A dissent written by Justice Samuel Alito, joined by Justices Clarence Thomas and Neil Gorsuch, embraced an argument put forward by Idaho and its supporters in their efforts to defend the state’s strict ban on abortion. Alito said the law provided for the “express protection of the unborn child.“

“Far from requiring hospitals to perform abortions, EMTALA’s text unambiguously demands that Medicare-funded hospitals protect the health of both a pregnant woman and her ‘unborn child,’” Alito wrote.

He later added that “EMTALA obligates Medicare-funded hospitals to treat, not abort, an ‘unborn child.’”

Kagan, in parts of her concurrence that were joined by both Justices Sonia Sotomayor and Jackson, disagreed.

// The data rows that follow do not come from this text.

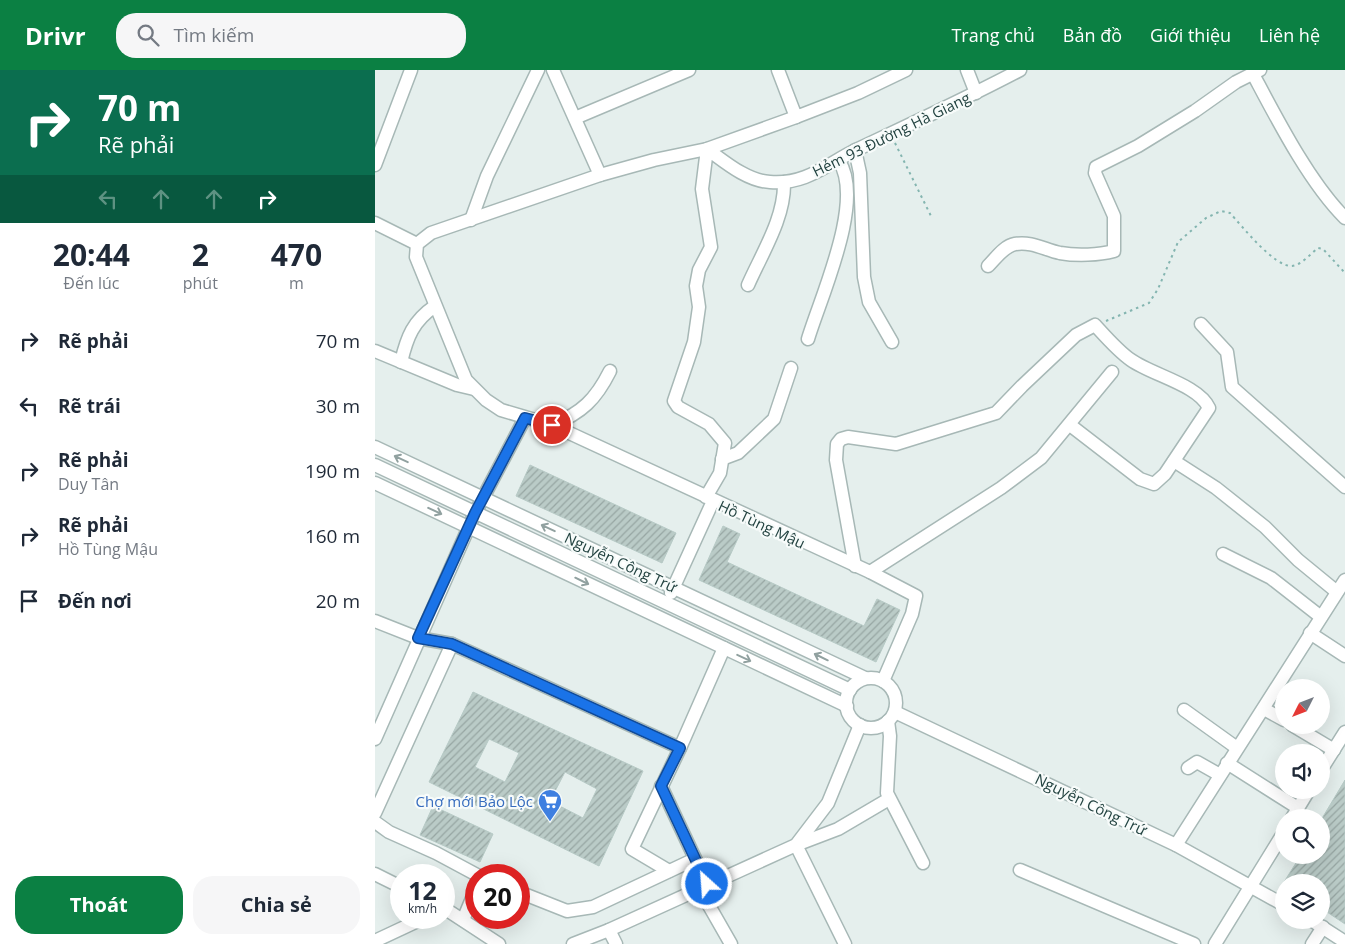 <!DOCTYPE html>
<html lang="vi">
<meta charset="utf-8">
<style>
:root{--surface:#fff;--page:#f6f6f7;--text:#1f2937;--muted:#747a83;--accent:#0b8043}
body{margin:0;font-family:"Open Sans",sans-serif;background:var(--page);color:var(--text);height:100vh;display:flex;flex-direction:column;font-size:19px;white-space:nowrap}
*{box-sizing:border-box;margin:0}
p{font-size:16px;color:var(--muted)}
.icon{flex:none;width:28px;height:28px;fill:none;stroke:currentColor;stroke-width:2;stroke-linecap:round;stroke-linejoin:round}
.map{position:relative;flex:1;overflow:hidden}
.side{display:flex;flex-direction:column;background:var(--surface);width:375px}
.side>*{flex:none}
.hud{background:#0b6e4f;color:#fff;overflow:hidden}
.needle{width:32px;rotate:228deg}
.fabs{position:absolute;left:900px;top:609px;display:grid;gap:10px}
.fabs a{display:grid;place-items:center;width:55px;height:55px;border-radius:50%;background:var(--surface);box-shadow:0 5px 20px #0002;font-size:25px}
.speed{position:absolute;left:15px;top:794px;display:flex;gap:10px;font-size:25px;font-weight:700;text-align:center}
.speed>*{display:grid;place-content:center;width:65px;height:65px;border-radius:50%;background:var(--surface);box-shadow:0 5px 20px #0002;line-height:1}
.speed small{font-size:12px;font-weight:400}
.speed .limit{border:8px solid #d22;background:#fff;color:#111}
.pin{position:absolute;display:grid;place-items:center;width:42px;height:42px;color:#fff;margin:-21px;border:2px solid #fff;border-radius:50%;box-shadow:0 1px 5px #0007}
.me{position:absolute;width:55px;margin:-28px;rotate:334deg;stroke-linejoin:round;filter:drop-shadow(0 0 4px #0008)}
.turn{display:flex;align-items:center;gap:18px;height:105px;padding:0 15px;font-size:22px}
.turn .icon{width:65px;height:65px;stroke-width:2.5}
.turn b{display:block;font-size:35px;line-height:42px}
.lanes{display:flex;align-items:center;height:48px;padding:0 15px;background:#0003;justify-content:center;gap:25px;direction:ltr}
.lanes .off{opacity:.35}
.eta{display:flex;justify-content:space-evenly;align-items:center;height:85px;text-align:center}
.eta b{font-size:30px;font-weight:700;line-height:35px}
.action{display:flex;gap:10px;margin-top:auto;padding:10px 15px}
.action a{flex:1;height:58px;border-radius:20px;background:var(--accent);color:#fff;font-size:20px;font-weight:700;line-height:58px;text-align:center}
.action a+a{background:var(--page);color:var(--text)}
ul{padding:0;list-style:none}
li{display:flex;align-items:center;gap:15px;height:65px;padding:0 15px}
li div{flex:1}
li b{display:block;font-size:19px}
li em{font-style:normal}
header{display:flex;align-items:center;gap:30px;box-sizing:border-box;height:70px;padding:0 25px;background:var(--accent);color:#fff}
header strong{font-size:24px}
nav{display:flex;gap:28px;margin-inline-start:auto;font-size:18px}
.search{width:350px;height:45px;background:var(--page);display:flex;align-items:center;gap:12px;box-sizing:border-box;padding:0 18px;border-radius:20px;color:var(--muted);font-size:19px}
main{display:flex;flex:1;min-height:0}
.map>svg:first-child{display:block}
.building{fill:url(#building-hatch);stroke:#b7cac6;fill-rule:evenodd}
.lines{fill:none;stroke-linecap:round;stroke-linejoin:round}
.minor-casing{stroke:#a7b8b6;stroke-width:15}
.path{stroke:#84b5b0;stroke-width:2;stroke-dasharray:2.5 4;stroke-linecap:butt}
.minor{stroke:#fff;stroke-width:12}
.oneway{stroke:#91a1a0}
.route-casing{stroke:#114b97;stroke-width:12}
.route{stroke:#1a73e8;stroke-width:9}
.labels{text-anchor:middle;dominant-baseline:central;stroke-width:4.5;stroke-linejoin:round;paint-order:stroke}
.street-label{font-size:15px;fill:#234341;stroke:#f7fbfa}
.shop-label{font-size:15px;fill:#366cbe;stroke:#f7fbfa;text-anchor:end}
</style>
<header>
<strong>Drivr</strong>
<div class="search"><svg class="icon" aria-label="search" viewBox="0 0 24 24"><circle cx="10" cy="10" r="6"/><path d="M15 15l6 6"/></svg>Tìm kiếm</div>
<nav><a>Trang chủ</a><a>Bản đồ</a><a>Giới thiệu</a><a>Liên hệ</a></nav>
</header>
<main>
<section class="side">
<div class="hud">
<div class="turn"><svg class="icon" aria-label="right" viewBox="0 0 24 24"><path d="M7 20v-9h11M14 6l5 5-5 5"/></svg><div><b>70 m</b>Rẽ phải</div></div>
<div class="lanes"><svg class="icon off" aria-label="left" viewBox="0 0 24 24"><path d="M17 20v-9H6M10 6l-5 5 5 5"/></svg><svg class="icon off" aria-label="ahead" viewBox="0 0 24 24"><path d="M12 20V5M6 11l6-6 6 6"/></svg><svg class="icon off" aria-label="ahead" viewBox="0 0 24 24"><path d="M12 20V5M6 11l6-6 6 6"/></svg><svg class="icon" aria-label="right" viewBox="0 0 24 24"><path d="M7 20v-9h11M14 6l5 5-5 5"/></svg></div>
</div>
<div class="eta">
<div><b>20:44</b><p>Đến lúc</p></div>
<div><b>2</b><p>phút</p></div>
<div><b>470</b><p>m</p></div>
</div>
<ul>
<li><svg class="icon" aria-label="right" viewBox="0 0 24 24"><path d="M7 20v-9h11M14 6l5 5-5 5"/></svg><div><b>Rẽ phải</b></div><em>70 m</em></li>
<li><svg class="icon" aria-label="left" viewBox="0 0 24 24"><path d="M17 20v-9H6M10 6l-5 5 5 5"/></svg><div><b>Rẽ trái</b></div><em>30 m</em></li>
<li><svg class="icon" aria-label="right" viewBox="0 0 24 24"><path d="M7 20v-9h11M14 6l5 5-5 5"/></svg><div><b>Rẽ phải</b><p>Duy Tân</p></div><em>190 m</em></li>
<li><svg class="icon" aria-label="right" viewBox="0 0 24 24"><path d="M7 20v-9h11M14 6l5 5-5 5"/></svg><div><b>Rẽ phải</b><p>Hồ Tùng Mậu</p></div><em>160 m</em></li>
<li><svg class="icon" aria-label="arrive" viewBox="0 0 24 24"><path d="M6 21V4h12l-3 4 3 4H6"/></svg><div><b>Đến nơi</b></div><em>20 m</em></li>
</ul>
<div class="action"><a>Thoát</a><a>Chia sẻ</a></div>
</section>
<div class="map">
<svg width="970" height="874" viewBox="0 0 970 874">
<defs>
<pattern id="building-hatch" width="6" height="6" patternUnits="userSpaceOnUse" patternTransform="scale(1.25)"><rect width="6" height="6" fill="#bacbc7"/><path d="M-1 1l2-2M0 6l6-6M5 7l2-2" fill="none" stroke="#97a6a3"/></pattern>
</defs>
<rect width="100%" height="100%" fill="#e5efed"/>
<!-- building -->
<g class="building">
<path d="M155,395L301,463L287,493L141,426Z"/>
<path d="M348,456L365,464L352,492L489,556L502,529L525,540L501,592L324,510Z"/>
<path d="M98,622L268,701L224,796L54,712ZM114,669L144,683L130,712L100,697ZM190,702L222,719L208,748L175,731Z"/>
<path d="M970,710V854L946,838V812H909L926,785H946V750Z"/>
<path d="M58,736L118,764L105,792L45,765Z"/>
</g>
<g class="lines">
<!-- minor casing -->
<g class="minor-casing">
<g id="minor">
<path d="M178,0L225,105"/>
<path d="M403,0L421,47L483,23L531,0"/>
<path d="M592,0L601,23"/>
<path d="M878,4C902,49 934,112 970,148"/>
<path d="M421,47L332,79L279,90L225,105L56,163L42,174L41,187L91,310L111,330L126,340L177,355L495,502L541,526L537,544L508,611"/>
<path d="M200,48L314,0"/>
<path d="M480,80L485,103L489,207L494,232L517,272"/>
<path d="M0,95L36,0"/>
<path d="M96,150L112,106L163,0"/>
<path d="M0,153L42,174"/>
<path d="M613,196C621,188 629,176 640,174C657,171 670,180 685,183C702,186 724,185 739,181V146L720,103L721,97L763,76L820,41L861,12L885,0"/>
<path d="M373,215C387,183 410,148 409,112"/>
<path d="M826,254L852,282L857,317L970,417"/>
<path d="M433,269C446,226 490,131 464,91"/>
<path d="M0,281L82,315L99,319"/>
<path d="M26,292C32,267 38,251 60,236"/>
<path d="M177,355C207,343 221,329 235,301"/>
<path d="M0,377L490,608"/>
<path d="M347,389L363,383L399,349L416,298"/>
<path d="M799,391L841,418L890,457L923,490L962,522"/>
<path d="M0,395L475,620"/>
<path d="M0,413L472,636"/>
<path d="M331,427L345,403L350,373L334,354L303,337L299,331L319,272L324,237L321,216L324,200L336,177L327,119L332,79C350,92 372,111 395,112C432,115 453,93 483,79C538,53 592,28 645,0"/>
<path d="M848,484L896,508L946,547"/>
<path d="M480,496L461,390L462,374L466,369L473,367L521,374L621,343L647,316L701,265L720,255C731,267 743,281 756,290C777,305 824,315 834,338L790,404L779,414L765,409L695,355"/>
<path d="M495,502L626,418L666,388L737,302"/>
<path d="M296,523L338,431"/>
<path d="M0,551L43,568L77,574L305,678L257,779L294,801"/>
<path d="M935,563L970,586"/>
<circle cx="496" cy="633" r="25"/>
<path d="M889,639L909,650"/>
<path d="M809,640L862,678"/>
<path d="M520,642L801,775L909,835"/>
<path d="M513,651L515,666L512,723L548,793"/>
<path d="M917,655L959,680"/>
<path d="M0,669L100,443L150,348"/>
<path d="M305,678L349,578"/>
<path d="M852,693L923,738"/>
<path d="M813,698L822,692L845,705"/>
<path d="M946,700L970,662"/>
<path d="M286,716L332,814"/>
<path d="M0,743L77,574"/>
<path d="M917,748L934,720"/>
<path d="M0,752L14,762L61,783L102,805"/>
<path d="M801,775L970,510"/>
<path d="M645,800L819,874"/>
<path d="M0,804L26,817"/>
<path d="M324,818L356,874"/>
<path d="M144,822L192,841L218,837L320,789"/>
<path d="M69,838L124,874"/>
<path d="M88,850L101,819"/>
<path d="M936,850L970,872"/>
<path d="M234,860L241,874"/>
<path d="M0,871L49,848"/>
<path d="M198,874L234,860L421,775L453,733L485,655"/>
<path d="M470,874L421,775L463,759L514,729"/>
<path d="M840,874L909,762"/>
<path d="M937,874L948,857"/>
</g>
</g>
<!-- path -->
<g class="path">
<path d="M520,73L556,146"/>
<path d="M731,251L774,233L783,219L803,172L831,148L846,141L855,143C867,156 899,197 917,196C927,195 936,183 943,178L948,179L970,203"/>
</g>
<!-- minor -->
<use href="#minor" class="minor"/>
</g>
<!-- one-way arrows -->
<defs><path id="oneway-shaft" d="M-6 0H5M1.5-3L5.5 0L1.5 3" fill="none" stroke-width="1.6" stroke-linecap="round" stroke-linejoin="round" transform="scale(1.25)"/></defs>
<g class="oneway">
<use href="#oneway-shaft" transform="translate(26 389) rotate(-155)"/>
<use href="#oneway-shaft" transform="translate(60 441) rotate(25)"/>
<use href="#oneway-shaft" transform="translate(173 458) rotate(-155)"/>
<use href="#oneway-shaft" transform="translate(207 511) rotate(26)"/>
<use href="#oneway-shaft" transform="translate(446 587) rotate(-154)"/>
<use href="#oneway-shaft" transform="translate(369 588) rotate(25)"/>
</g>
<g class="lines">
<!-- route casing -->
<g class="route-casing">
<path id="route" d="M177,355L150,348L100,443L43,568L77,574L305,678L286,716L332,814"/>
</g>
<!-- route -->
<use href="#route" class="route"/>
</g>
<!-- icons -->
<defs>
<g id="supermarket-pin" transform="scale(1.25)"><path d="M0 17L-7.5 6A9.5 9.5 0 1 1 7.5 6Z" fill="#3f7fe0" stroke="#f7fbfa"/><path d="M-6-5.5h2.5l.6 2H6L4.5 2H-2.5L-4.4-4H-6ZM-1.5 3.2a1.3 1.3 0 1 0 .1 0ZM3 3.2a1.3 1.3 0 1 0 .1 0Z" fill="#fff"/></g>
</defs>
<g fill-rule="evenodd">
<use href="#supermarket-pin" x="175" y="731"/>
</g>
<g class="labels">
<!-- street labels -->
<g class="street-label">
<text transform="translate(516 64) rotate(-26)">Hẻm 93 Đường Hà Giang</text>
<text transform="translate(387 454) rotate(25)">Hồ Tùng Mậu</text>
<text transform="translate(246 492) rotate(25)">Nguyễn Công Trứ</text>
<text transform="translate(716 734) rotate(26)">Nguyễn Công Trứ</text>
</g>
<!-- shop labels -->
<g class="shop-label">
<text x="158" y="731">Chợ mới Bảo Lộc</text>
</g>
</g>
</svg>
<div class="fabs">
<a><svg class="needle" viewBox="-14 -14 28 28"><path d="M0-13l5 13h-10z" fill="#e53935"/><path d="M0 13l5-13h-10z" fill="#747a83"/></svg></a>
<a><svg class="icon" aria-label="sound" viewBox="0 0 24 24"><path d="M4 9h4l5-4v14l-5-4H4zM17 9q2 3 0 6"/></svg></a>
<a><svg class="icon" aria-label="search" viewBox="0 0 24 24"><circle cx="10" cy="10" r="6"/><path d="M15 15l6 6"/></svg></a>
<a><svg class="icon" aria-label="layers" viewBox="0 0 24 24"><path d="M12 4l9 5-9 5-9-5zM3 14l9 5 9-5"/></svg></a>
</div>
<div class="speed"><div>12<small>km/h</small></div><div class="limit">20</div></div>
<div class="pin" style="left:177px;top:355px;background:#d93025"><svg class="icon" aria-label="arrive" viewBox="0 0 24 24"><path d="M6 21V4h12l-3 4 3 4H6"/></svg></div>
<svg class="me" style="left:332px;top:814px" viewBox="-20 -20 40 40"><circle r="17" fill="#1a73e8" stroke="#fff" stroke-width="3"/><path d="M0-11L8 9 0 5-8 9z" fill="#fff"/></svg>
</div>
</main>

She said three of the statute’s four references to an “unborn child” have to do with how hospitals handle transfers of women in labor, and thus were not related to the types of emergency pregnancy complications at issue in this case.

The fourth provision, Kagan wrote, “ensures that a woman with no health risks of her own can demand emergency-room treatment if her fetus is in peril.”

She added, “It does not displace the hospital’s duty to a woman whose life or health is in jeopardy, and who needs an abortion to stabilize her condition,” Kagan said.

Abortion rights advocates countered that that was not Congress’ intent, and worried that the conservative Supreme Court would read fetal personhood into a federal statute for the first time ever.

For now, it is unclear whether either interpretation is accepted by a majority of the high court.

More major abortion case drama

For the second time in two terms, the public learned of where the Supreme Court was headed in a major abortion case before the justices had formally handed down their ruling, spoiling the court’s highly controlled protocols around the release of opinions.

On opinion days, the Supreme Court traditionally begins at 10 a.m. ET and reads any opinions it will release in order in terms of seniority — from most-junior to most-senior.

Any per curiam opinions — majority decisions that are unsigned — would be at the end.

They are announced from the bench and simultaneously handed out to reporters in the press room in print and posted online. The difference Wednesday was that the opinion was mistakenly posted online and it wasn’t announced from the bench and printed copies were not present.

The decision came days after the Supreme Court unanimously rejected an effort by anti-abortion groups to limit access to the abortion pill mifepristone. The court ruled that the groups that challenged access to the drug did not have standing to sue, a technical decision that does not foreclose the possibility that others might.

This story has been updated with additional developments.